Across the data below, how many lines hold "Close"? Answer with that number and nothing else.

═════ Given records

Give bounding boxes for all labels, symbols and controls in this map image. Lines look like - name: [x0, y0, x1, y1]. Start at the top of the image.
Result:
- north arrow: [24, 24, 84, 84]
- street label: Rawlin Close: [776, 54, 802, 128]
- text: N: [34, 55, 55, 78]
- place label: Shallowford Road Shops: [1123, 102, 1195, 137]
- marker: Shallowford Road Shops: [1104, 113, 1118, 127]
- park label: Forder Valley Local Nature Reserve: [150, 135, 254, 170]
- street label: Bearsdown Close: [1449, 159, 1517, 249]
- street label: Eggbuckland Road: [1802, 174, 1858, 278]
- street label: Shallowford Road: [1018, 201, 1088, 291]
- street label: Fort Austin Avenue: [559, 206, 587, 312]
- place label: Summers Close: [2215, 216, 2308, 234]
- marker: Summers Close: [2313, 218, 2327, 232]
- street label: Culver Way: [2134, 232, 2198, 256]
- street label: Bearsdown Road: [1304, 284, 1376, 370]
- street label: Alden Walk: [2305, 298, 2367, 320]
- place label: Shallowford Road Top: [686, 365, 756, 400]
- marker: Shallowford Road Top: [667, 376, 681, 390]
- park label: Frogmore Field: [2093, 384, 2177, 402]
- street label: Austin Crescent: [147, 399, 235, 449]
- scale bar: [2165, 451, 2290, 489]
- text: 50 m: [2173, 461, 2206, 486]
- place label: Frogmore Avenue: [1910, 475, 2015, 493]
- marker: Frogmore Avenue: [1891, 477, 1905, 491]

══════════

• [Completed exercise]: 4